_Input for this task_:
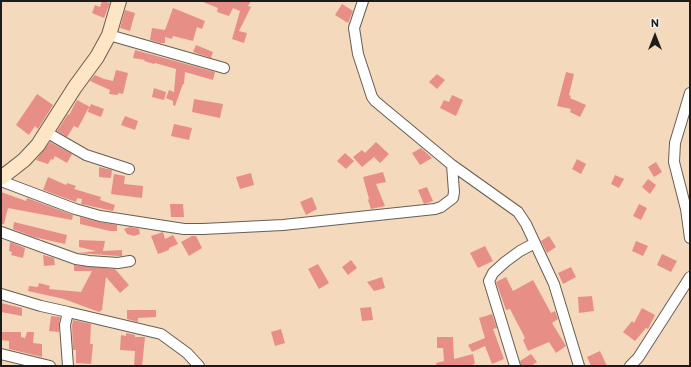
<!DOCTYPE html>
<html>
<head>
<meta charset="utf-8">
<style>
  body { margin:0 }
  #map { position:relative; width:691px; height:367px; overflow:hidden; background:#f4d9bc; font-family:"Balsamiq Sans",sans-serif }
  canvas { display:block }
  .frame { position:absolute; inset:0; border:2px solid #1c1c1c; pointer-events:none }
  .north { position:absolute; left:635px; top:16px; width:40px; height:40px; -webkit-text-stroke:3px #f6f6f2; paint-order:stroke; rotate:0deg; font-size:11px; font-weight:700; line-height:16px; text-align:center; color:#1c1c1c }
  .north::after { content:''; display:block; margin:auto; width:14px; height:18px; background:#1c1c1c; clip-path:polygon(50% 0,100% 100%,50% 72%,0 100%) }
</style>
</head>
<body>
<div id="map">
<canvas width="691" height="367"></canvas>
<div class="frame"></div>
<div class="north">N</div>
</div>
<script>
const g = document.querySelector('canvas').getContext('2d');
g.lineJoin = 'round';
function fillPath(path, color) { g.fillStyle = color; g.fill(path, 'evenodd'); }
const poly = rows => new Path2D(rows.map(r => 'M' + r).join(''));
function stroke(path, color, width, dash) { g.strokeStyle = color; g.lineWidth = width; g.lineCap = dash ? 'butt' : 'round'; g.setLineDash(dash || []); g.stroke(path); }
fillPath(poly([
  [102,1,110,3,104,18,92,13,95,5,100,7],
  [203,1,251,1,248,6,251,7,239,31,247,33,244,43,232,39,240,11,233,8,229,16,217,12,218,8,203,2],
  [342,4,353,11,348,23,335,15],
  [173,8,205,21,202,29,197,27,193,41,173,36,172,39,165,37,165,43,160,43,150,40,152,28,165,30],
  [125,10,135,13,130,31,120,28],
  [196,45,213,52,211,58,193,52],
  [135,50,215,72,213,80,185,72,184,84,183,84,175,106,173,105,173,101,166,98,169,90,174,92,176,69,155,63,154,64,144,61,145,60,133,58],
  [116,70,128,73,123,94,118,93,118,95,109,94,110,90,90,81,95,75,104,79,113,81],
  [566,72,574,74,569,95,571,96,570,98,586,105,580,117,570,112,571,109,557,106],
  [437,74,445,80,437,89,429,82],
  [154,88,166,92,164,100,152,97],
  [37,94,53,105,38,129,35,126,29,135,16,125],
  [452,95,463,100,456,116,440,108,444,100,449,102],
  [194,99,223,104,220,118,192,112],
  [77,100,90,107,91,104,104,109,101,117,88,112,89,107,78,128,74,126,67,137,57,131,68,114,69,115],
  [125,116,138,121,135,130,121,125],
  [174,124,192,128,189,140,171,136],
  [50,142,72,154,67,163,55,156,53,160,51,159,48,164,36,160],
  [376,142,389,154,380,163,374,157,362,167,353,157,362,150,365,153],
  [421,148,432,158,420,165,412,153],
  [345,153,354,161,346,169,337,161],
  [577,159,586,164,581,174,572,169],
  [656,162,662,172,654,177,648,167],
  [99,167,112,170,111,178,99,177],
  [383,172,386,182,376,184,385,206,371,209,368,200,369,199,363,177],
  [251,173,254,185,240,189,236,177],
  [114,174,125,176,124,184,143,186,142,198,111,194],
  [615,175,624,179,619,188,611,184],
  [48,177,66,185,67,183,76,186,74,189,101,197,100,200,115,205,113,211,81,204,82,199,77,198,76,202,43,190],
  [648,179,656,185,650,194,642,187],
  [427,187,433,201,424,204,418,190],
  [1,192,26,201,27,198,73,215,72,220,8,208,4,224,1,224],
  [312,197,317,209,306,215,300,202],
  [170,204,183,204,184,217,171,217],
  [639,204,647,208,641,220,633,216],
  [80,217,99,222,117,225,117,231,110,231,80,224],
  [14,222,67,235,65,244,34,237,13,229],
  [130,227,139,229,140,234,134,236,127,234,124,229],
  [163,232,165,239,173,235,178,244,169,248,169,250,158,254,151,236],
  [192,236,196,236,202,248,189,256,181,242],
  [549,236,556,247,547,253,541,241],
  [79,240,105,241,103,251,122,250,122,256,118,256,78,253,96,251,79,247],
  [636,241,648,246,643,256,632,251],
  [10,242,25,248,23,258,11,255,12,252,9,251],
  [485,246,493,261,478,268,470,253],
  [662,254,677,261,671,272,657,265],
  [43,255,54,258,55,265,44,266],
  [351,260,357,268,348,275,342,267],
  [318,264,329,283,319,289,308,269],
  [74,265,115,269,129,285,120,293,106,277,102,310,99,312,64,299,28,291,29,286,38,287,39,283,50,286,49,289,81,292,92,271,74,271],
  [571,267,576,277,563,284,558,273],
  [382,277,385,288,374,291,367,282],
  [506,277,513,291,533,280,551,313,555,311,558,319,552,323,566,346,556,353,549,342,528,351,523,340,525,338,510,309,506,310,496,282],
  [592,296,594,311,579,313,578,297],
  [1,303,22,308,22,316,1,312],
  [371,307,373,320,362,321,360,308],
  [642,308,655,315,648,329,646,328,635,341,623,332,632,321,634,323],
  [127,310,156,310,156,317,138,318,138,322,127,319],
  [492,314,497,328,493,329,504,359,492,364,485,346,472,352,468,345,485,338,479,318],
  [51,316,60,317,59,324,59,332,49,331],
  [73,320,91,324,90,344,93,344,91,364,76,363,76,350,73,350,72,326],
  [281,329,285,343,275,346,271,332],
  [1,332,21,332,21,337,25,338,27,332,34,332,33,343,42,344,42,357,9,349,9,341,1,340],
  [126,333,135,335,135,337,145,337,142,366,134,366,135,351,120,350,121,335,126,336],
  [437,337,453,337,454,359,473,354,475,364,467,366,437,366,436,363,444,361,443,348,437,348],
  [600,351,607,366,591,366,587,357],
  [531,354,537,362,531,366,521,366,520,361]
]), '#e78f86');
const street = poly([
  [363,1,354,28,358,54,372,97,375,101,452,165,518,212,526,224,554,284,579,366],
  [109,35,224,68],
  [690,93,675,143,674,162,686,209,690,238],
  [46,132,86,155,129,169],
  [1,181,75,209,100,216,184,229,203,229,283,225,435,209,441,207,453,198,454,192,452,165],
  [1,232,76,259,89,261,118,263,130,261],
  [1,294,41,306,68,312,65,325,68,366],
  [68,312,161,334,187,353,199,366],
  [1,354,50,366],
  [515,366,489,281,493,273,505,262,520,251,535,243],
  [630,366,638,358,690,277]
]);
const secondary = poly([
  [1,178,24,160,38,145,75,87,97,57,109,35,119,1]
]);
stroke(street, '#685e54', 12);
stroke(secondary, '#685e54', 16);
stroke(street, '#fff', 10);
stroke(secondary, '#fde5c5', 14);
</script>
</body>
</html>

_Exercise brief_:
Using the entries above, copy out all lines that contain the string "canvas".

_Result of the exercise_:
  canvas { display:block }
<canvas width="691" height="367"></canvas>
const g = document.querySelector('canvas').getContext('2d');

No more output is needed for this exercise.